Stuck on this proof for a custom concatenation operation:
let there be: $\vec a$,$\vec b$ ∈ $F^n$, $\vec c$,$\vec d$ ∈ $F^m$, λ∈F
⊗ is a vector concatenation operator:
$\vec a$ ⊗ $\vec b$ ∈ $F^{n+m}$. for example:
$$(2,0,3) ⊗ (1,2,3,4) = (2,0,3,1,2,3,4) $$
I have found that $λ(\vec a⊗\vec c) = (λ\vec a)⊗(λ\vec c)$
and : $(\vec a+\vec b)⊗(\vec c+\vec d) = (\vec a⊗\vec c) + (\vec b⊗\vec d)$
I need to prove that if {${\vec {a1},...,\vec {ak} }$} is linearly independent in $F^n$
and {${\vec {b1},...,\vec {bk} }$} is some vector set in in $F^m$
then {${\vec {a1} ⊗ \vec {b1} ,...,\vec {ak} ⊗ \vec {bk} }$} is linearly independent in $F^{n+m}$
i understand that if {${\vec {a1},...,\vec {ak} }$} is linearly independent then we pick scalars such that their sum is zero. then (${λ_1\vec {a1} ⊗ λ_1\vec {b1} +,...,+λ_k\vec {ak} ⊗ λ_k\vec {bk} }) = \vec 0 ⊗ $ (${λ_1\vec {b1}+,...,+λ_k\vec {bk}}$)

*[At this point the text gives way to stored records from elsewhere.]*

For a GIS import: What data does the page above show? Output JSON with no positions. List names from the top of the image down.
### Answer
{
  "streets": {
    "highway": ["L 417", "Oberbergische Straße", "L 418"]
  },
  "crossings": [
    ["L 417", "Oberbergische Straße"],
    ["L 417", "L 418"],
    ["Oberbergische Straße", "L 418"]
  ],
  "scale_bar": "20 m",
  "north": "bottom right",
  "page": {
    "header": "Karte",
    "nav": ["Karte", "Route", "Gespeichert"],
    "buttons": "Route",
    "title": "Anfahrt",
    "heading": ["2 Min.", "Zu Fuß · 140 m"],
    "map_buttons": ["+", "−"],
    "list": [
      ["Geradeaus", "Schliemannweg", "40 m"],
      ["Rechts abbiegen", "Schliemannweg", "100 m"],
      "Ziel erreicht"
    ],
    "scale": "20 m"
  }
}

but that doesn't seem to prove anything..
It's the other way around:
Suppose $\lambda_1(a_1\otimes b_1)+\dots \lambda_k(a_k\otimes b_k) =0=0\otimes 0$.
Then conclude that $\lambda_1a_1+\dots +\lambda_ka_k=0$, hence each $\lambda_i =0$.